Jim Choate wrote:
Yep, http://www.inet-one.com/cypherpunks/dir.98.10.12-98.10.18/msg00019.html has a rant about Rosa Luxemburg and various people redefining the word "socialism" so that it included only ideas they didn't like & excluded ones they did. It was a sort of reply to a thread started by Jim Choate:
Since I was mentioned in passing, socialism (at least the way I use it) is the central management of resources and people without private ownership. Facism is the central management of resources and people with private ownership (of course if you don't manage it the way they want they do take it away - so it does have a 're-definition' of ownership).

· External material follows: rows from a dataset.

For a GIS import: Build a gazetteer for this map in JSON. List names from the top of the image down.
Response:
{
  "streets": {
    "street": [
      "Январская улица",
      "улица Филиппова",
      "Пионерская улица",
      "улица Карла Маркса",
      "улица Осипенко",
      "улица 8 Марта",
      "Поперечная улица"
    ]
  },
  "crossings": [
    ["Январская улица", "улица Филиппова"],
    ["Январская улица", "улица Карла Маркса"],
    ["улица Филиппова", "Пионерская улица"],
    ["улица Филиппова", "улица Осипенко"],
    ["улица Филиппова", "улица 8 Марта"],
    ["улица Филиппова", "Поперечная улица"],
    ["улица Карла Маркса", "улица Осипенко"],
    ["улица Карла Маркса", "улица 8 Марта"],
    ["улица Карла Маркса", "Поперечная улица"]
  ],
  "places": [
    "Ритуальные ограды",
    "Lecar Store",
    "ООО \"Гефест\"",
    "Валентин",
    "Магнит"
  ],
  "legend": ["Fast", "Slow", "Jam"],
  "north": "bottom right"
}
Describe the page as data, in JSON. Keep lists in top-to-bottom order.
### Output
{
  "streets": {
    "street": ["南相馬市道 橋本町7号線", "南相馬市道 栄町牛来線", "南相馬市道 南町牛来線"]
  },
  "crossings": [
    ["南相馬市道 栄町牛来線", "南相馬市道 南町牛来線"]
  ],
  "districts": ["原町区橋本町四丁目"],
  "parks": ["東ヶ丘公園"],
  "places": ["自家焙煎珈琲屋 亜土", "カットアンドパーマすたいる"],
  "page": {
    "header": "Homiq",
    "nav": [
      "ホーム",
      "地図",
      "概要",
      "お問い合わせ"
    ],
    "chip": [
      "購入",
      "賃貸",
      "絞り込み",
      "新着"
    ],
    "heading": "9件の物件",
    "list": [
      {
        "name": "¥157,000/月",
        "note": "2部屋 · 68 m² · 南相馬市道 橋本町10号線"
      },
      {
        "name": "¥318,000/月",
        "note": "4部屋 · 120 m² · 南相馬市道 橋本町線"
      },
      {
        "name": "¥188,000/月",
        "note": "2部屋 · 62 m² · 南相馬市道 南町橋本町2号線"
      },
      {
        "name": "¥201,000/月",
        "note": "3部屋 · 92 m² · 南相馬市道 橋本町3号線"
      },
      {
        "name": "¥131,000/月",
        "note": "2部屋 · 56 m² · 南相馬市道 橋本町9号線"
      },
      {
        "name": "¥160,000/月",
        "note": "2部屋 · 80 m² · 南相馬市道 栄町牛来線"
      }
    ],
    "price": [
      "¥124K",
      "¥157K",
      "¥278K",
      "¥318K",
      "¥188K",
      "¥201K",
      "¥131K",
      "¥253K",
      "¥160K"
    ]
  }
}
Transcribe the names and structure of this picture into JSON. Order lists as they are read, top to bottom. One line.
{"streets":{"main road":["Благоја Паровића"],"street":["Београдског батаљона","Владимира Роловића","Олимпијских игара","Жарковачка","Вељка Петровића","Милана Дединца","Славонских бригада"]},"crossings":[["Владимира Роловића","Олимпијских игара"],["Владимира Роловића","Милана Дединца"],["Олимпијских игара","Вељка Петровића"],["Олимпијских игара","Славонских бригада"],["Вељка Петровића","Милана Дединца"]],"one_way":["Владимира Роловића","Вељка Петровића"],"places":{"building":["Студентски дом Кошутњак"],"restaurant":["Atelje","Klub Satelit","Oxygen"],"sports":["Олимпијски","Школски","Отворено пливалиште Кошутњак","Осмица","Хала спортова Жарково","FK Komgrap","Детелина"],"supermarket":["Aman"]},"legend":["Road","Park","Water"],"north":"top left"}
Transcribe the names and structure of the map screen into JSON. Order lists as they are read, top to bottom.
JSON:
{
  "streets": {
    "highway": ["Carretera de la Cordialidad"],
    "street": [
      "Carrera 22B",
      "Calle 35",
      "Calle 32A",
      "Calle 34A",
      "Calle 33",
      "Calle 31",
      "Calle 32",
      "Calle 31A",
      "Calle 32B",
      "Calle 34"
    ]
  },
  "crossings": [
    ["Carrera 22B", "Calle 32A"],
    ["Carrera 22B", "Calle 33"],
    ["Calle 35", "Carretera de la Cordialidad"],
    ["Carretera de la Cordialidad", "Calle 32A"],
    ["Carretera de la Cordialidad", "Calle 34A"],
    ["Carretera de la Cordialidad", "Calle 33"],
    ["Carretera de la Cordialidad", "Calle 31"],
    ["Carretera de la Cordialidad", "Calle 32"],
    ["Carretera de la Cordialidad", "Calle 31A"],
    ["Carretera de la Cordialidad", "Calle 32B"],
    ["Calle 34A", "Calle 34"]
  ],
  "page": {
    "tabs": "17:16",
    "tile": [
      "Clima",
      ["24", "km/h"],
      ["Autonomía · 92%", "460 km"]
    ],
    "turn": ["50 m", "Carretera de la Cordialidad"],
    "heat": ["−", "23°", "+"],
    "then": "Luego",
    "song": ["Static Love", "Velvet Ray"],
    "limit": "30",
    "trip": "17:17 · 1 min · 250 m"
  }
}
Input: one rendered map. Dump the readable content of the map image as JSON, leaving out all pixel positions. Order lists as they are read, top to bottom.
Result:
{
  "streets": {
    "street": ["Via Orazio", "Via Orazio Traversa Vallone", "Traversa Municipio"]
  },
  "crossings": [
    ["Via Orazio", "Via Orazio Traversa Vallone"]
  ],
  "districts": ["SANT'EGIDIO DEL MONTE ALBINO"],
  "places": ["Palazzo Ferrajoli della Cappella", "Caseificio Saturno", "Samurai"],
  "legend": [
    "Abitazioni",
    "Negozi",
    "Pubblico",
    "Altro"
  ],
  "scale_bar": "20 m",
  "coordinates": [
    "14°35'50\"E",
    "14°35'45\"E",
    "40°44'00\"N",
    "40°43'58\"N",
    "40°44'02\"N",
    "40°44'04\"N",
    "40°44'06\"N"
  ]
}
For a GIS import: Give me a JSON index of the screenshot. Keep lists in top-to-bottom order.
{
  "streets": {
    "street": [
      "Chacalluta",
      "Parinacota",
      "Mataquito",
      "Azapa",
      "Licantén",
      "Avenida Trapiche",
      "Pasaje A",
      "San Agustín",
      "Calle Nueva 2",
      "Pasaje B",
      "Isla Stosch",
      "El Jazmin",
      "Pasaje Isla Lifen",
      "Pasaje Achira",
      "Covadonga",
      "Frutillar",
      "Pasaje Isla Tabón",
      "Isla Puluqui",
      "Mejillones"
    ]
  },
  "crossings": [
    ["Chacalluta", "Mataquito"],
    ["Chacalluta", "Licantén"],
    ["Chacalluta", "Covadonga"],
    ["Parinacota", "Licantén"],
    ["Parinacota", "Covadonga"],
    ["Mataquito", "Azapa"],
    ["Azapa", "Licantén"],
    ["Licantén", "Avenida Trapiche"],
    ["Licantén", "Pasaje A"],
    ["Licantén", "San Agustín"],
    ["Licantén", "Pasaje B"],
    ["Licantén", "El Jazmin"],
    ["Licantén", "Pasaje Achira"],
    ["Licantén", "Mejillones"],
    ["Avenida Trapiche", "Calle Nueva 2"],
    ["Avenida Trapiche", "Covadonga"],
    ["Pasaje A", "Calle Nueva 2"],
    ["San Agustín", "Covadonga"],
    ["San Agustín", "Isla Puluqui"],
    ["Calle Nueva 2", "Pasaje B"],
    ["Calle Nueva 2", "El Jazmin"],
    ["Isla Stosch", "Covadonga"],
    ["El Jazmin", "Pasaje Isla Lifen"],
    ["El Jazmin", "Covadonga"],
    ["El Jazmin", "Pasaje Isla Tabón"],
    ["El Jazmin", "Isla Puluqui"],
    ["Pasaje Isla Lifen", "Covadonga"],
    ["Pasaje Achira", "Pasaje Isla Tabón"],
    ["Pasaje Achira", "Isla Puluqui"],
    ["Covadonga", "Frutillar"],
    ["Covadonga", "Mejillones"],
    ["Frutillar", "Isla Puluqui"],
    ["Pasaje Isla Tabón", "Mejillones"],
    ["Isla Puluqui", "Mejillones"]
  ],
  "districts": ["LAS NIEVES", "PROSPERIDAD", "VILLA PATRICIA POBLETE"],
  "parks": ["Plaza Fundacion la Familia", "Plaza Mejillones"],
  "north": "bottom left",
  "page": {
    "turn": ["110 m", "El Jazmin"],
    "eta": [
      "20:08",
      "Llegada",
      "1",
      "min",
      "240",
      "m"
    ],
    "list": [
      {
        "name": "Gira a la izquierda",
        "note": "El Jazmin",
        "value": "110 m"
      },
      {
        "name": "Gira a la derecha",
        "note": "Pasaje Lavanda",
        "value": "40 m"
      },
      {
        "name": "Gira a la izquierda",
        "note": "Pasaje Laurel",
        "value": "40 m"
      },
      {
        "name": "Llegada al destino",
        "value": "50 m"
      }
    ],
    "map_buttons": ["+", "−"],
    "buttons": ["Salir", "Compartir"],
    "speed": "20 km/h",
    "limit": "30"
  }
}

The trouble with that use of the words (though it is the most common one on this list I guess) is that it defines just about every nation-state that ever existed as "fascist" including the so-called capitalist countries: "if you don't manage it the way they want they do take it away" is more or less the situation in western Europe and North America right now. (Can anyone say "consent order"?) So we end up with words that don't really distinguish between the very different situations of say, the USA, & the old USSR, & Spain under Franco. Also of course most people who call themselves "socialists" (at least in Western Europe) say they don't want centralised state control of everything. You might say that socialism inevitably leads to an authoritarian Russian-style state (though if you did you couldn't use Russia as an example because it already had one of those before the revolution) but that's a different argument - you would be saying that all socialists are either deluded or lying, not (as you seem to be saying at the moment) that all governments are socialists. Now lots of socialists claim you can have socialism without authoritarian state - though of course no-one has demonstrated that on a large scale yet & I don't have a road map to get us from here to there. But then, you can't have capitalism (on a large scale) without some form of state either, because it depends on ownership that is defined by laws backed up by the threat of force. It seems much easier to me to define socialism in opposition to capitalism. So capitalism is just an economic condition in which the suppliers of capital (banks, shareholders, landlords, governments, whatever) control productive enterprises. And socialism is the condition in which some other part of society controls enterprises - whether state governments or local governments or direct democracy or some non-state community or whatever. Using this sort of definition, on a small scale, socialism and capitalism are difficult to tell apart... a family-owned farm could fairly be described as either (private ownership equals worker's control if there are no landlords, shareholders, governments, or banks involved). And the word "fascism" is best used to describe the sort of nationalist authoritarian politics that went on in Italy and Spain in the 20th century. It could be compatible with either capitalism or (state) socialism.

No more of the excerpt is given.